Stored records
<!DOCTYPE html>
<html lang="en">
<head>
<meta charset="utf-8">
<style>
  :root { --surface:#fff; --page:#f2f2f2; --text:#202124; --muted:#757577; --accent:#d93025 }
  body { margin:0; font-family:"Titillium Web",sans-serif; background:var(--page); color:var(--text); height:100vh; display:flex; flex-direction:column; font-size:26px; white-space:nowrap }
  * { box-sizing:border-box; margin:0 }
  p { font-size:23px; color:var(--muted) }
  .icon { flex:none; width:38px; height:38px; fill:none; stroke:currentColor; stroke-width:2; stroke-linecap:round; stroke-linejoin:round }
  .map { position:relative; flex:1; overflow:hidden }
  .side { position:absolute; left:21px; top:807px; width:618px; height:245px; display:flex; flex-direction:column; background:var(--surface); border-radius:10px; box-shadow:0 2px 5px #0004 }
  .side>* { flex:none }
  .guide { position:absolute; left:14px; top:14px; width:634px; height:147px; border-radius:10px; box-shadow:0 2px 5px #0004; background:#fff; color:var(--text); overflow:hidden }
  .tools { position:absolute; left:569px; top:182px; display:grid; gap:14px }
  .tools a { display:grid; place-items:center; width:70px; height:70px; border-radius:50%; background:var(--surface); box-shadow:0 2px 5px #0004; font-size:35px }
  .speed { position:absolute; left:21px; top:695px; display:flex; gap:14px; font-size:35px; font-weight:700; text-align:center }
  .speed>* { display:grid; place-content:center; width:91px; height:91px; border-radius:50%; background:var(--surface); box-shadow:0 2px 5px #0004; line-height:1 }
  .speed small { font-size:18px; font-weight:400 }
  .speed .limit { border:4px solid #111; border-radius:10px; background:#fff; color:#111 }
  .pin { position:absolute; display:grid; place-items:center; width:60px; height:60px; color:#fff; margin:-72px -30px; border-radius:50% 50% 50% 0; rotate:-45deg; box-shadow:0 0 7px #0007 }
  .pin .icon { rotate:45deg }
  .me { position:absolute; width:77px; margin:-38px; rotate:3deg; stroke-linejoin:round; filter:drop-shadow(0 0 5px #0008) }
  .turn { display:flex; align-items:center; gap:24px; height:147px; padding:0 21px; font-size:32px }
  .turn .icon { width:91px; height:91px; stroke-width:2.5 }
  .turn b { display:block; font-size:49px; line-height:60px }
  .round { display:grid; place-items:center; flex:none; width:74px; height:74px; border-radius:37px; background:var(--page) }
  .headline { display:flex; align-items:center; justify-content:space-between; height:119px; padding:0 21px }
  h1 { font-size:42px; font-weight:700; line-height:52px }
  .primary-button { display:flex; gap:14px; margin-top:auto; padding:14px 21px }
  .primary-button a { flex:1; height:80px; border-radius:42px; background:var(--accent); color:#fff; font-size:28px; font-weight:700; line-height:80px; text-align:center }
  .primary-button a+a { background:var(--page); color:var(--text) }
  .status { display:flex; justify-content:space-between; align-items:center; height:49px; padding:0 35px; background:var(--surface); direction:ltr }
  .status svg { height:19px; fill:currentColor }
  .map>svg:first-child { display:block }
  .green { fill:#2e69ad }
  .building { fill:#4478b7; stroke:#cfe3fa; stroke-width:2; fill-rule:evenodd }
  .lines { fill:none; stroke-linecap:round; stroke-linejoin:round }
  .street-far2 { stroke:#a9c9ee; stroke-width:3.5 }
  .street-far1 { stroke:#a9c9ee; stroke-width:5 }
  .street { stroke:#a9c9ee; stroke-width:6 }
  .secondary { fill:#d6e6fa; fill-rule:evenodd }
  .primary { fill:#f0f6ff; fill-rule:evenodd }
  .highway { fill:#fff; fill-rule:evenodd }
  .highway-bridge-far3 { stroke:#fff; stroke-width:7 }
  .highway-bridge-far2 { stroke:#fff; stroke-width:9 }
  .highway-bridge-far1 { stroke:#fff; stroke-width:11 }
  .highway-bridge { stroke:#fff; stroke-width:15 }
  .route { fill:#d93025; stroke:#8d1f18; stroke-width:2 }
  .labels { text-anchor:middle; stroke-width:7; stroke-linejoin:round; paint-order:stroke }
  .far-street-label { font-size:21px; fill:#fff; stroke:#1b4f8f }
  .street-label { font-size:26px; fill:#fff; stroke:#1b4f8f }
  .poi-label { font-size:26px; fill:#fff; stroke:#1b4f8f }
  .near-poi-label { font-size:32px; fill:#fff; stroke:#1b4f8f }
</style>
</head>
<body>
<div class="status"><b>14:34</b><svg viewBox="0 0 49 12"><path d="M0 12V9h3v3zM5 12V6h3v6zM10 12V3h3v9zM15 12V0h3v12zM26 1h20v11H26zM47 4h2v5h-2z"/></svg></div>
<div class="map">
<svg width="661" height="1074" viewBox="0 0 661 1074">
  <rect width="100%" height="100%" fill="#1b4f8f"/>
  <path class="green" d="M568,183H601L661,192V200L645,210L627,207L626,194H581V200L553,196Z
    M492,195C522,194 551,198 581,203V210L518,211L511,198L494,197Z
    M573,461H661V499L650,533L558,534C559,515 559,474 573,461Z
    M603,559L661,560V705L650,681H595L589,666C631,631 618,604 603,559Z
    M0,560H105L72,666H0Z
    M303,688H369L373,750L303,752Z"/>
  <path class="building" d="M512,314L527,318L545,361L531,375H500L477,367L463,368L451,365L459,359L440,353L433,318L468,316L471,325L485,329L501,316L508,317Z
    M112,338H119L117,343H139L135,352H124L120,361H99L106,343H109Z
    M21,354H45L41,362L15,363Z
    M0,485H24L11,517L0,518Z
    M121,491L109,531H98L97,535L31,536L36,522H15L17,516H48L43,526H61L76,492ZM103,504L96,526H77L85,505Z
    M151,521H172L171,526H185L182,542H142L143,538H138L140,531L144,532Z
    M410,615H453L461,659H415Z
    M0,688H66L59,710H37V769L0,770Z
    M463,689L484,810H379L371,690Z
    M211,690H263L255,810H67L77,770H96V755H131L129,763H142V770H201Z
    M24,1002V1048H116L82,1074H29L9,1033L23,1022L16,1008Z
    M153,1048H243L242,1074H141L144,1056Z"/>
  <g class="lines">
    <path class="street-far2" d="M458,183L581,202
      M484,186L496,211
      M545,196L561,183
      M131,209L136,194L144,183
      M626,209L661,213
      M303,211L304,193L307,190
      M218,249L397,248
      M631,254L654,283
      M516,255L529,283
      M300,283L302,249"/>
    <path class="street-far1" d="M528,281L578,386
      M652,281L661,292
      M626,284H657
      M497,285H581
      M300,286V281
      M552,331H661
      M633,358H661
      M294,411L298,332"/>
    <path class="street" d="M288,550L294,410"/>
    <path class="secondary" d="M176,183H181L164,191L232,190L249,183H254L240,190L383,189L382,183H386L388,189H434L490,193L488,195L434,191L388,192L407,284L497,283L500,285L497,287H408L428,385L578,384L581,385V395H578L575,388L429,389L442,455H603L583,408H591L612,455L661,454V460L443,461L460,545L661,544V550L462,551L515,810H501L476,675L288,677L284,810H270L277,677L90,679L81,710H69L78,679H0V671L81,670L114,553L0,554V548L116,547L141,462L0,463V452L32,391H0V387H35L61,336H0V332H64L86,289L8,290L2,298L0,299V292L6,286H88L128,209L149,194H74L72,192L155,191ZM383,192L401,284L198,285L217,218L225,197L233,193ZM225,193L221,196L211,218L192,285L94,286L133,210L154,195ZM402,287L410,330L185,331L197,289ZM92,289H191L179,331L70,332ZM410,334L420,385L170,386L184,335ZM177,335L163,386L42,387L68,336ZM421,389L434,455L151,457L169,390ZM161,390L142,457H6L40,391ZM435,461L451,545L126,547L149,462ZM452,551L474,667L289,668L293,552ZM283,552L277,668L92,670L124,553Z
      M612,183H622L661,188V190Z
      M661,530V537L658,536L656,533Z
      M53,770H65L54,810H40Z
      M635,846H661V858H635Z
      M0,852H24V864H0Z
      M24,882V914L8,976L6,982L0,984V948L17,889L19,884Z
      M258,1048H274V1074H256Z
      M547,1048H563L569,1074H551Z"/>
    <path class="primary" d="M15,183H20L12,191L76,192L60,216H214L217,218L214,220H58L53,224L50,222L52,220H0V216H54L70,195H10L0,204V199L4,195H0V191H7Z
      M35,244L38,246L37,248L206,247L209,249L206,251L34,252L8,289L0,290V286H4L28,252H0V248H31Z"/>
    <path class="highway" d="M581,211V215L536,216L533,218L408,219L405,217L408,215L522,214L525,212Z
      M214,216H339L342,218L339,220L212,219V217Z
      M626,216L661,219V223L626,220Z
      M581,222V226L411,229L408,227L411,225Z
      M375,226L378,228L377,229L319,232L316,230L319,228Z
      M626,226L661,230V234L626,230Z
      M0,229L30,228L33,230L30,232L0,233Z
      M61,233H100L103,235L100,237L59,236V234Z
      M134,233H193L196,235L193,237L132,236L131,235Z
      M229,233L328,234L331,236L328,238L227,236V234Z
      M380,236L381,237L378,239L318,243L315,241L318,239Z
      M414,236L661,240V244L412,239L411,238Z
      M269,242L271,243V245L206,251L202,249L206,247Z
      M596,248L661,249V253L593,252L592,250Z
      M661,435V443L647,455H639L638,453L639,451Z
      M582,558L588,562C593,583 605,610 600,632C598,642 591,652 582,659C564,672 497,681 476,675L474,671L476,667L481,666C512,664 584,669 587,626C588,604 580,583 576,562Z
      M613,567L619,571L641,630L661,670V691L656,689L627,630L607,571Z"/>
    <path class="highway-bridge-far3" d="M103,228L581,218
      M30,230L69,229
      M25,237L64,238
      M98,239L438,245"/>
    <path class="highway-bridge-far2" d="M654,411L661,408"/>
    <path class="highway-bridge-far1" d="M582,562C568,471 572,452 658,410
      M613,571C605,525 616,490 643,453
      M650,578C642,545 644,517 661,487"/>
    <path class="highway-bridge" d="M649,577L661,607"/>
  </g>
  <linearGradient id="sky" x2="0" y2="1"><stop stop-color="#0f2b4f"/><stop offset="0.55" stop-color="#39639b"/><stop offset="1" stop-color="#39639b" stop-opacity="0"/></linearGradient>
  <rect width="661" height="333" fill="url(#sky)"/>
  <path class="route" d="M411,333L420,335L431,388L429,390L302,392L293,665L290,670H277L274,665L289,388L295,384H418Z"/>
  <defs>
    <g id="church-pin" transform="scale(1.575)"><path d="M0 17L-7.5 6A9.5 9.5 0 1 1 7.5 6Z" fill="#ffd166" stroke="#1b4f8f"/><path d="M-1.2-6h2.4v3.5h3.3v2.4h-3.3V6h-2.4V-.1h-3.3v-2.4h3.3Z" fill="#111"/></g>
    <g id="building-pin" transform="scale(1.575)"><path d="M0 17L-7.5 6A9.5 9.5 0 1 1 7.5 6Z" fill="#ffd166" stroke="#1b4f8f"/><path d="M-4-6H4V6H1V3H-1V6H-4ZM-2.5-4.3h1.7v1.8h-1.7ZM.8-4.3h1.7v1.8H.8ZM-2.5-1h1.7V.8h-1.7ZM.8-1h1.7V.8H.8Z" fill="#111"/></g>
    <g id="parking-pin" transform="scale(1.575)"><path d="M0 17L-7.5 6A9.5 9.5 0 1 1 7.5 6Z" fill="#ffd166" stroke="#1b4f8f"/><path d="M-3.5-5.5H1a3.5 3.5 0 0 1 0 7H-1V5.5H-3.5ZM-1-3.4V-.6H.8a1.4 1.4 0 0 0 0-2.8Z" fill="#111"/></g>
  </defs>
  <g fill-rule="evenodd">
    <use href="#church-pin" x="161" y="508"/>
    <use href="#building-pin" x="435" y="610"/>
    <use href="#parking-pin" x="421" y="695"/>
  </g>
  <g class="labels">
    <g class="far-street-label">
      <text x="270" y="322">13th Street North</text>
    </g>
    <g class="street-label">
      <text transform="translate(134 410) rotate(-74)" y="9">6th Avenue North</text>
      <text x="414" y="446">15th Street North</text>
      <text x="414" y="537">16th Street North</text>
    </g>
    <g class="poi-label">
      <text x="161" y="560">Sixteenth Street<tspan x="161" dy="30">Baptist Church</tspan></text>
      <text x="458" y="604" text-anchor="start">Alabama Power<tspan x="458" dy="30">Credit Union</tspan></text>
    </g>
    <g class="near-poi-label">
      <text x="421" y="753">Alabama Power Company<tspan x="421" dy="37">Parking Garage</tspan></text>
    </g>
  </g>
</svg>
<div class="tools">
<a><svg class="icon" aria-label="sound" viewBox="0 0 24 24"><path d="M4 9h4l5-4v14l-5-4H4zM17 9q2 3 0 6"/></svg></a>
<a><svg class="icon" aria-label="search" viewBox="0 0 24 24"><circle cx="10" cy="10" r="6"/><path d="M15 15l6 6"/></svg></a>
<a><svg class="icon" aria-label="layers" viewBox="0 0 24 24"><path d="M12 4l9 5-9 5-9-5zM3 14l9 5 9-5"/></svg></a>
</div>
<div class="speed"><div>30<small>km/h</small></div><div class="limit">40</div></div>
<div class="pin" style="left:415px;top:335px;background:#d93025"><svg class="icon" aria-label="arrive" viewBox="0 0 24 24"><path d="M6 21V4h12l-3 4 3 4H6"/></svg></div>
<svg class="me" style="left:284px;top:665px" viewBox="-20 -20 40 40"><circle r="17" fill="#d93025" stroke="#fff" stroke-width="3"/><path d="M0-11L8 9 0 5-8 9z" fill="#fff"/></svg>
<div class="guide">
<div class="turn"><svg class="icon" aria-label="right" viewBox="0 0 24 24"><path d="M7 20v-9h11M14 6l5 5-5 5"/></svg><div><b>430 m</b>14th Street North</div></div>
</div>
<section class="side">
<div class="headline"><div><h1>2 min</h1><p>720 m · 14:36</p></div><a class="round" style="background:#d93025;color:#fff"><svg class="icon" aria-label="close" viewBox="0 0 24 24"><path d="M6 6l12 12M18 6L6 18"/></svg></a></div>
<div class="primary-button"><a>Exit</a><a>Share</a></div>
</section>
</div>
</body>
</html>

DIRECTIONS FOR THIS TASK
Copy every line from the records above that contains the word "lines".

WRITTEN SOLUTION
  .lines { fill:none; stroke-linecap:round; stroke-linejoin:round }
  <g class="lines">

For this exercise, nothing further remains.